I jumped off the bed and raced into the kitchen with Dylan hot on my heels and fisting the bottom of my nightshirt to yank me back. I pulled away and opened the door—landing right into something in the middle of the hallway.

Or someone.

My lungs stilled as my heart galloped against my ribcage, my panicked brain taking a quick inventory. Dylan shirtless behind me, the absence of pants or shorts on my legs, and my father’s black, cold eyes. His olive skin paled as his jaw ticked.

“Get in the living room,” he said. His voice was low and shaky, and almost indiscernible. Anger radiated off of him in waves. I froze, unable to speak or move when he took half a step closer.

“And get dressed.”

29

Danielle

JACK:Meet me outside.

I stared at my phone, reading the simple sentence a few times. Some patients snuck outside for a cigarette, but it was frowned upon this late. How clandestine was this thing between Jack and me going to get? Texting all night, kisses in a closet, and now sneaking out after hours.

ME: You’re outside?

JACK: I am, why I said to meet me. Nice job connecting the dots. I’m by the bench closest to the parking lot, and I have a surprise.

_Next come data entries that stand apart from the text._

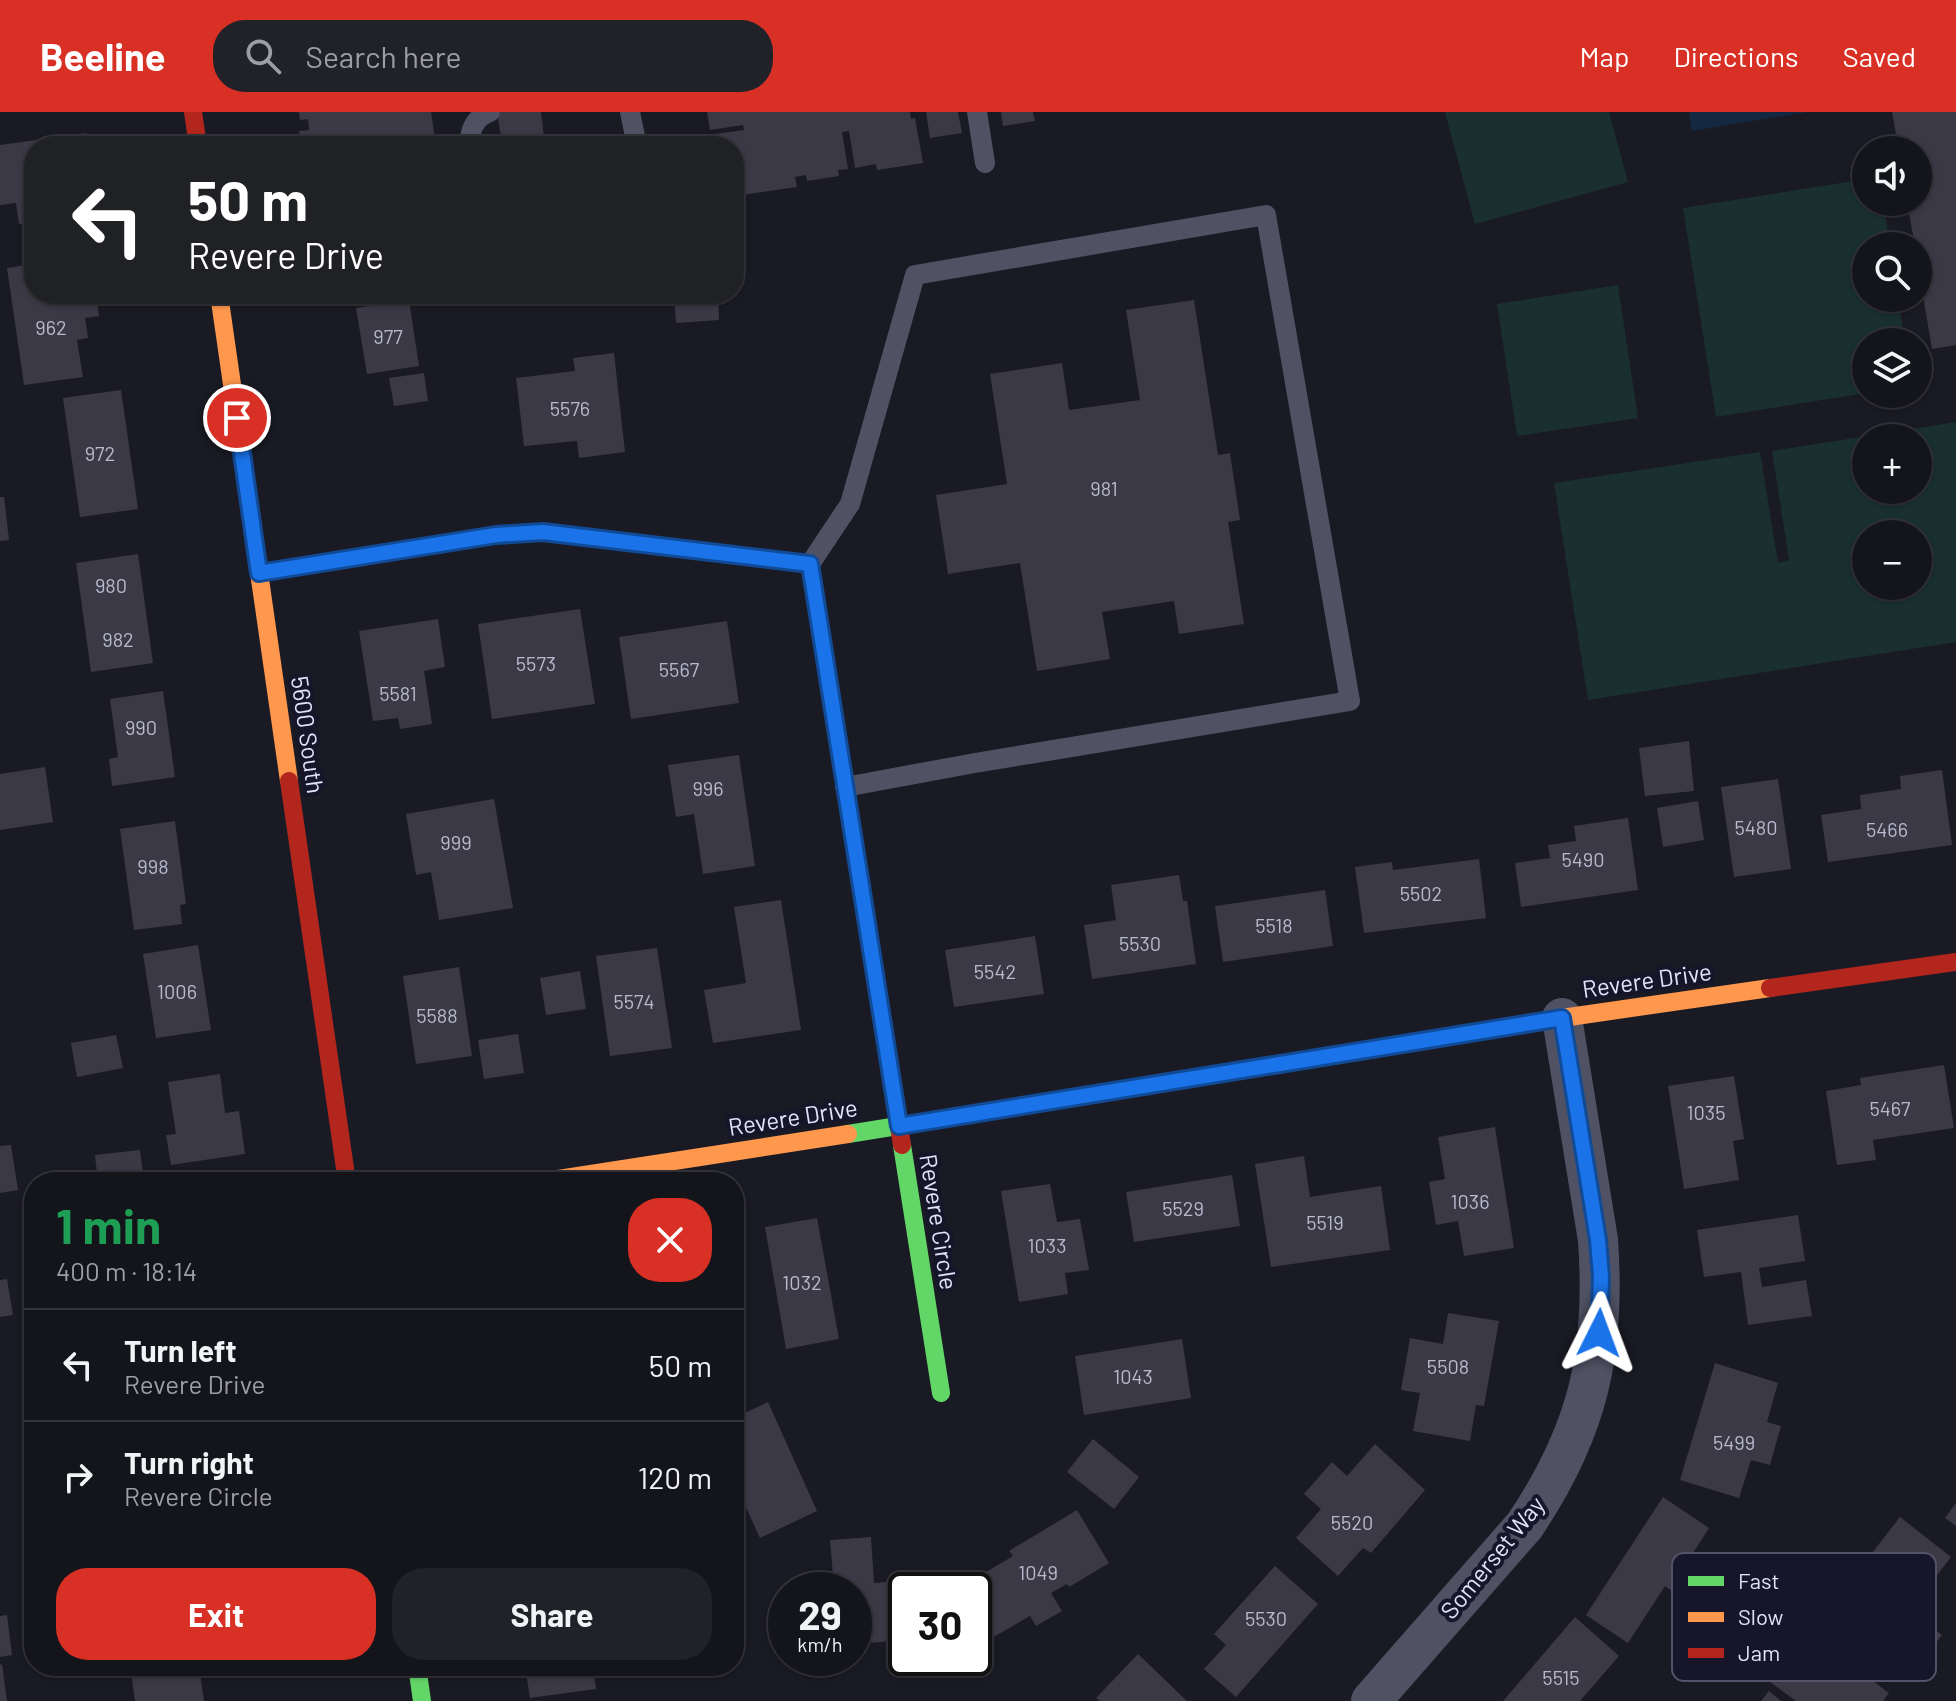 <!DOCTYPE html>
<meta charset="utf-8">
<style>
:root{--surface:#14141b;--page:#212128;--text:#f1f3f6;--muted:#9d9ea3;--line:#33333a;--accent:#d93025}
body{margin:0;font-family:Barlow,sans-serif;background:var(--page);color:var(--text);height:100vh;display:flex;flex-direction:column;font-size:30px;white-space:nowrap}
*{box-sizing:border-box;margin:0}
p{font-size:26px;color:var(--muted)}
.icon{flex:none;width:44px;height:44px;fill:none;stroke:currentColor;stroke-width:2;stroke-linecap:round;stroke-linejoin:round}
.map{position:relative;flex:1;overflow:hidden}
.side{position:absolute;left:24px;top:1060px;width:720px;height:504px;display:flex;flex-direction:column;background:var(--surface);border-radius:32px;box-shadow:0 2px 6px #0004,0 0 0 2px var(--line)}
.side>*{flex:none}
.hud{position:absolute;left:24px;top:24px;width:720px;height:168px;border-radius:32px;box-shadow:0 2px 6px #0004,0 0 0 2px var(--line);background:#202124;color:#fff;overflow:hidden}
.controls{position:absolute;left:1852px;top:24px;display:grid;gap:16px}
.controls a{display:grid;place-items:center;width:80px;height:80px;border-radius:50%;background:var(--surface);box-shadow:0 2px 6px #0004,0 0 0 2px var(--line);font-size:40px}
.speed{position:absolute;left:768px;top:1460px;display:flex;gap:16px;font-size:40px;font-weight:700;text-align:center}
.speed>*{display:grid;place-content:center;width:104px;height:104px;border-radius:50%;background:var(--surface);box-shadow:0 2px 6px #0004,0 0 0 2px var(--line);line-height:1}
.speed small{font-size:20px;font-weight:400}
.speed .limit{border:4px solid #111;border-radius:12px;background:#fff;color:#111}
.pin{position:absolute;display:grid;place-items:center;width:68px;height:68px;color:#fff;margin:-34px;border:4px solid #fff;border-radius:50%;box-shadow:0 2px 8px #0007}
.me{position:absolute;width:88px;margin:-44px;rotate:3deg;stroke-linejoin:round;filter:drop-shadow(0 0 6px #0008)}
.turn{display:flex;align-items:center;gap:28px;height:168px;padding:0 32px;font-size:36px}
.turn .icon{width:104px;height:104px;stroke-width:2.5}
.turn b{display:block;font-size:56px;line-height:68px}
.round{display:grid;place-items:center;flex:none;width:84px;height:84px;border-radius:32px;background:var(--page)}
.summary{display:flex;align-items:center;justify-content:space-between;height:136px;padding:0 32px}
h1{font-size:48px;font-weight:700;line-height:60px;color:#1e9e55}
.cta{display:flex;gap:16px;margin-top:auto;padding:16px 32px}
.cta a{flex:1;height:92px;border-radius:32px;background:var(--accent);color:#fff;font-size:32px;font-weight:700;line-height:92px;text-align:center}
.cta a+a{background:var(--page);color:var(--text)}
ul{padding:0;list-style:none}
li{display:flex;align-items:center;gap:24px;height:112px;padding:0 32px;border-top:2px solid var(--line)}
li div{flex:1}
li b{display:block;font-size:30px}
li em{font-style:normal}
header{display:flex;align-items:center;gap:48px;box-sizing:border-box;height:112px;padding:0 40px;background:var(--accent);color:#fff}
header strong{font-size:38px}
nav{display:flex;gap:44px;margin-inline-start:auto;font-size:28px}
.search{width:560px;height:72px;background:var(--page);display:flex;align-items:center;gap:20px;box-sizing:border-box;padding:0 28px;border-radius:32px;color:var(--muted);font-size:30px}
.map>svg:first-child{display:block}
.green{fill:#19302e;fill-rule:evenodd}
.water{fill:#142941}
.building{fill:#3a3945}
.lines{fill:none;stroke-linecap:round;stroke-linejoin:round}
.lane{stroke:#505264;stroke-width:20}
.street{stroke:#505264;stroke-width:40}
.fast{stroke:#63d668;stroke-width:18}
.slow{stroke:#ff974d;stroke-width:18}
.jam{stroke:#b3261e;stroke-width:18}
.route-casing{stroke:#114b97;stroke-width:20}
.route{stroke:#1a73e8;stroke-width:14}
.labels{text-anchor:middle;stroke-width:8;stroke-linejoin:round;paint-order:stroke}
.number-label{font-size:20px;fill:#b8b8ce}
.street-label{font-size:24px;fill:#e2e2fb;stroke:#161529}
.key{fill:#161529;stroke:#535268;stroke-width:2}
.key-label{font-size:22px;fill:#e2e2fb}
</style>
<header>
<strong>Beeline</strong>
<div class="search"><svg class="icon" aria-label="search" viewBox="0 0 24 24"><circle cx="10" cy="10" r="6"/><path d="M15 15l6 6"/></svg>Search here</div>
<nav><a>Map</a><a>Directions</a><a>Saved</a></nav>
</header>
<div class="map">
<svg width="1956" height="1589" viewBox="0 0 1956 1589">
<rect width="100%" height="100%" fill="#1a1a24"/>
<!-- green -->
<g class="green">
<path d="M1445,0H1609L1628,70L1475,112Z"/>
<path d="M1866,67V90H1883L1890,134H1866V186H1898L1905,230H1866V281L1716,305L1683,96Z"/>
<path d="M1618,173L1638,306L1517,324L1497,192Z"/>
<path d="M1956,310V530L1588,588L1554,371L1760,340L1778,451L1789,448L1772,339ZM1866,326H1918V378H1866ZM1918,422V474H1866V422Z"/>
</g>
<!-- water -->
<path class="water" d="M1689,0H1808L1692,19Z"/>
<!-- building -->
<g class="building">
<path d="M299,0H431L436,34H301L299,19L309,18L308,7L300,8Z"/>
<path d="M497,0H541L544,25L502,32Z"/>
<path d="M707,0H910L911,7L915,6L923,51L877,58L876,52L855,56L849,19L842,20L848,57L838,58L839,64L807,69L806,63L795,65L797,75L734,84V34H717L715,22L744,18L743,13L710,18Z"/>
<path d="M926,0H958L962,21L930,26Z"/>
<path d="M1001,0H1033L1035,9L1003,14Z"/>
<path d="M1892,0H1956V233L1932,237L1918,154V134H1915L1907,90H1918V38H1899Z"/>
<path d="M87,21L89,34H34V110L19,112L16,91L0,93V33Z"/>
<path d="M606,24L608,34H555V32Z"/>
<path d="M34,152V182H96L99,204L85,206L88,226L77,228L83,265L24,273L7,156Z"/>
<path d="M674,182H718L719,208L676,211Z"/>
<path d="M409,188L419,254L367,262L356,196Z"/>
<path d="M1194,188L1218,343L1230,341L1240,408L1228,410L1244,512L1179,522L1174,489L1102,500L1110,547L1037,559L1020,451L948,462L936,383L1007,372L990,262L1062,251L1069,298L1140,288L1126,198Z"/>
<path d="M614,241L625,340L579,346L577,329L524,334L516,266L575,259L573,246Z"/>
<path d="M424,261L428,289L394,294L389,266Z"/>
<path d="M121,278L138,397L80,405L63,286Z"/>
<path d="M0,385H4L9,428L0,429Z"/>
<path d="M138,442L153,551L91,560L76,451Z"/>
<path d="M580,497L595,592L492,607L478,512Z"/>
<path d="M438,507L445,555L424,559L432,612L400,617L398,606L373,609L359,519Z"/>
<path d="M727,509L739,591L631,607L619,525Z"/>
<path d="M163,579L175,665L112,674L109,647L118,645L110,587Z"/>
<path d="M1689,629L1694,679L1645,684L1639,636Z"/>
<path d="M739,643L755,754L703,762L694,702L676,705L668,653Z"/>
<path d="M45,655L53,710L0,718V662Z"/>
<path d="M1942,658L1952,733L1828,750L1821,703L1861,697L1860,683L1901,677L1900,664Z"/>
<path d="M1778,667L1791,757L1734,765L1721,675Z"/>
<path d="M494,687L513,796L439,808L431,760L416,763L406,702Z"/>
<path d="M1698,689L1704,728L1663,735L1657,696Z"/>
<path d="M1628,706L1638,778L1521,795L1515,751L1550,746L1548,733L1576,729L1574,714Z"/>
<path d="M175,709L186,792L180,793L182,812L134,818L120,717Z"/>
<path d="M1479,747L1486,806L1364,821L1355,755L1392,750L1393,758Z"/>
<path d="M1179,763L1183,789H1187L1196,852L1092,867L1084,813L1116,808L1111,773Z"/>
<path d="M1325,778L1333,834L1223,850L1215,794Z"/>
<path d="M781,788L801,918L713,931L704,878L746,871L734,795Z"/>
<path d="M1035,824L1044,882L954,895L945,838Z"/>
<path d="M198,833L211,918L156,926L143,842Z"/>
<path d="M657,836L672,936L610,944L596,844Z"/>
<path d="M459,855L472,944L416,952L403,864Z"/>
<path d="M580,859L586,897L546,903L540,866Z"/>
<path d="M518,922L524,961L484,967L478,928Z"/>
<path d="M116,923L123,956L77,965L71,931Z"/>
<path d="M1944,953L1954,1016L1873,1028L1876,1048L1837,1053L1826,979L1861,973L1860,966Z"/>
<path d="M220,962L225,1001L239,999L245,1042L171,1053L166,1023L176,1022L168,970Z"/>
<path d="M1734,964L1744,1027L1733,1029L1739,1068L1684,1077L1668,974Z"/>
<path d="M1495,1015L1514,1136L1464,1144L1458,1109L1436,1113L1429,1070L1445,1067L1438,1025Z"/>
<path d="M11,1033L18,1078L0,1081V1034Z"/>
<path d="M140,1038L144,1070H98L95,1043Z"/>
<path d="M1304,1044L1310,1085L1381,1074L1390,1138L1271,1155L1255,1052Z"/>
<path d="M1232,1063L1240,1114L1134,1130L1126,1080Z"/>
<path d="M1050,1072L1057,1110L1080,1107L1089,1158L1065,1161L1068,1182L1019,1190L1001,1079Z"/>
<path d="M1798,1103L1805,1149L1759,1156L1762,1175L1806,1168L1812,1204L1748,1213L1741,1160L1704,1165L1697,1118Z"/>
<path d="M817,1106L839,1227L786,1237L765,1115Z"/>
<path d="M7,1167L13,1203L0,1205V1168Z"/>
<path d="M1448,1201L1499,1209L1484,1294L1476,1293L1470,1329L1413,1319L1420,1281L1401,1278L1410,1226L1443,1232Z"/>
<path d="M1182,1227L1191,1286L1084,1303L1075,1244Z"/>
<path d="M1715,1251L1778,1271L1767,1310L1781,1314L1770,1353L1751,1348L1739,1386L1680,1368Z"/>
<path d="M768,1290L817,1399L760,1426L734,1369V1306Z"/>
<path d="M1093,1327L1139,1365L1114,1397L1067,1360Z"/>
<path d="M1375,1332L1425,1378L1371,1441L1363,1436L1338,1464L1296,1426L1321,1397L1304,1382L1332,1350L1347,1364Z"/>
<path d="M1663,1385L1709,1416L1686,1452L1704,1463L1687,1489L1665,1474L1628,1531L1586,1503Z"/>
<path d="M1956,1391V1414L1945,1406Z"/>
<path d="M1077,1398L1109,1451L1069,1475L1067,1472L1051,1481L1062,1499L1036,1514L1030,1504L992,1526L974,1496V1478H963L961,1475L1013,1444L1009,1439Z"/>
<path d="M1900,1405L1951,1445L1910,1498L1942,1523L1913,1561L1829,1496Z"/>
<path d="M871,1425L874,1471L937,1466L938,1478H906V1528L854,1532V1478H804L803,1465L833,1463L830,1428Z"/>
<path d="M1275,1454L1318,1492L1236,1585L1204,1557L1226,1533L1214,1522Z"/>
<path d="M7,1503L12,1543L0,1545V1504Z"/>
<path d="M1575,1505L1619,1544L1580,1589H1503Z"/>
<path d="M1807,1520L1889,1581L1883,1589H1796L1770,1570Z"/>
<path d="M1138,1542L1187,1589H1100L1096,1586Z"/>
<path d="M2,1552L7,1589H0V1553Z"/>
<path d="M173,1554H199L204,1589H135L131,1560Z"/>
<path d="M227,1554H283V1556L228,1564Z"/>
<path d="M525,1554H593L596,1577L530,1586Z"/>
<path d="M1769,1579L1781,1589H1761Z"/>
</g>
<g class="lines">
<!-- lane -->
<g class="lane">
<path d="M630,0L637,34"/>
<path d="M977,0L985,51"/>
<path d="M469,34C470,18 474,6 490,0"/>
<path d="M810,452L850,392L915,163L1266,103L1350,589L975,651L845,675"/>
</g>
<!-- street -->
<path class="street" d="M1371,1589L1525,1413C1588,1319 1606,1241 1598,1128L1562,906"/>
<!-- fast -->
<g class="fast">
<path d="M259,461L496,423L543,420L567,423"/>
<path d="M848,1022L1362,939"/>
<path d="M902,1033L941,1281"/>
<path d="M417,1554L422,1589"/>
</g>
<!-- slow -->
<g class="slow">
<path d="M219,182L289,669"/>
<path d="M567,423L810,452L822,529"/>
<path d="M1362,939L1562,906L1770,876"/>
<path d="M539,1070L848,1022"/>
</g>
<!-- jam -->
<g class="jam">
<path d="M193,0L198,34"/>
<path d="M822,529L902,1033"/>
<path d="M289,669L347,1070"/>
<path d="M1770,876L1956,850"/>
</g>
</g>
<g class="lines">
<defs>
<path id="route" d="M237,306L259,461L496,423L543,420L810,452L899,1014L1562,906L1598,1128L1601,1165L1599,1221"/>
</defs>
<!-- route casing -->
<use href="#route" class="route-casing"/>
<!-- route -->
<use href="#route" class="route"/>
</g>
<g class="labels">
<!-- number labels -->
<g class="number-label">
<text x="51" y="223">962</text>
<text x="388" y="232">977</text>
<text x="570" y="304">5576</text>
<text x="100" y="349">972</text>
<text x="1104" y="384">981</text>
<text x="111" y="481">980</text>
<text x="118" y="535">982</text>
<text x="536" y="559">5573</text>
<text x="679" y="565">5567</text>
<text x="398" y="589">5581</text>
<text x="141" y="623">990</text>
<text x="708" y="684">996</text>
<text x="1756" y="723">5480</text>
<text x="1887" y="725">5466</text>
<text x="456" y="738">999</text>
<text x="1583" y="755">5490</text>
<text x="153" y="762">998</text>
<text x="1421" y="789">5502</text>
<text x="1274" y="821">5518</text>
<text x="1140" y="839">5530</text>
<text x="995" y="867">5542</text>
<text x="177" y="887">1006</text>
<text x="634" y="897">5574</text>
<text x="437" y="911">5588</text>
<text x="1890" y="1004">5467</text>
<text x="1706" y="1008">1035</text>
<text x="1470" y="1097">1036</text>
<text x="1183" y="1104">5529</text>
<text x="1325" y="1118">5519</text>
<text x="1047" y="1141">1033</text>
<text x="802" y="1178">1032</text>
<text x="1448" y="1262">5508</text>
<text x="1133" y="1272">1043</text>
<text x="1734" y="1338">5499</text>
<text x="1352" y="1418">5520</text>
<text x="1038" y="1468">1049</text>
<text x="1266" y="1514">5530</text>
<text x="1561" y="1573">5515</text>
</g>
<!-- street labels -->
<g class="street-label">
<text transform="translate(307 623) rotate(82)" y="8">5600 South</text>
<text transform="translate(1647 869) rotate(-8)" y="8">Revere Drive</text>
<text transform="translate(793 1006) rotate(-9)" y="8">Revere Drive</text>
<text transform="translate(938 1110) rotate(81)" y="8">Revere Circle</text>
<text transform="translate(1493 1446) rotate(-51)" y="8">Somerset Way</text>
</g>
</g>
<!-- legend -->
<rect x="1672" y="1441" width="264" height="128" rx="12" class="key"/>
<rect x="1688" y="1464" width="36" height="10" fill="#63d668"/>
<rect x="1688" y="1500" width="36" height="10" fill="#ff974d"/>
<rect x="1688" y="1536" width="36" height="10" fill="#b3261e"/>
<g class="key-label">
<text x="1738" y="1477">Fast</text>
<text x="1738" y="1513">Slow</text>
<text x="1738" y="1549">Jam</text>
</g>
</svg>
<div class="controls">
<a><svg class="icon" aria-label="sound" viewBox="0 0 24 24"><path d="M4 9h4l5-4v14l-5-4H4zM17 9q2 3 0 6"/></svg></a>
<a><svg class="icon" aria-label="search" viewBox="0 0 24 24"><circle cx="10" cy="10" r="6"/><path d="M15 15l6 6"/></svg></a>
<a><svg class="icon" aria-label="layers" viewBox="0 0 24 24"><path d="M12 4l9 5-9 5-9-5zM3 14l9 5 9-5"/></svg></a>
<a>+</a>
<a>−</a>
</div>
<div class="speed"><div>29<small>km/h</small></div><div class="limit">30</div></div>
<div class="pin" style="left:237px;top:306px;background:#d93025"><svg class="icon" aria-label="arrive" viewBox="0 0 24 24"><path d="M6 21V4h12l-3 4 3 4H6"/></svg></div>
<svg class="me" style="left:1599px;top:1221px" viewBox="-20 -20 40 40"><path d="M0-17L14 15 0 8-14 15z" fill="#1a73e8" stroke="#fff" stroke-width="4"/></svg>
<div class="hud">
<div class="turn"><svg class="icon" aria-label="left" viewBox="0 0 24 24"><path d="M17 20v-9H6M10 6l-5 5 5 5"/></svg><div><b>50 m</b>Revere Drive</div></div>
</div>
<section class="side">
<div class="summary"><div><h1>1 min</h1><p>400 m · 18:14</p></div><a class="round" style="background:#d93025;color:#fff"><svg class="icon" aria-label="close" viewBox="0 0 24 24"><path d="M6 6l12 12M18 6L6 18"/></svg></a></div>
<ul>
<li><svg class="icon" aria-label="left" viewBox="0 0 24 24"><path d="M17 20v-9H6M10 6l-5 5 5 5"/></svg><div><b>Turn left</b><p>Revere Drive</p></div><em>50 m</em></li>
<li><svg class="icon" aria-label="right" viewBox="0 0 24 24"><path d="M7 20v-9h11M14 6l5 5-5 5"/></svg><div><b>Turn right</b><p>Revere Circle</p></div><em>120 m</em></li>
</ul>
<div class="cta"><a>Exit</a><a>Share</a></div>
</section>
</div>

ME: How did you get outside?

JACK: I walked through an open door. Kind of my therapy goal, right?

ME: You’re exhausting.

JACK: I know, so you may as well come outside now.

I threw my phone across the desk in exasperation, my cheeks hurting from yet another smile I couldn’t get rid of. I hated and loved what he was doing to me.

I loved how he made me feel, how right things felt between us, even though what we were doing was all kinds of wrong.

I hated knowing how fleeting it was, no matter how permanent it may have seemed. Jack would leave, get back to his old life, and find out he didn’t need me anymore. He said he didn’t want us to end, and I believed him, but the notion of him wanting me after he was fully healed wasn’t something I even remotely considered.

Cliff had made me feel so worthless, I could never shake it. It was ingrained in me, like my hair color or my height. It was a part of who I was. The humiliation of our divorce implanted a cruel voice in my head that wouldn’t stop taunting me.

My shoulders shivered from the slight chill in the air. It was one of those late August nights with a hint of a fall bite.

“There she is.” Jack stood from the bench, unzipping his hoodie.

“Cold?” He flashed me a grin before draping it over my shoulders. “Come, sit.”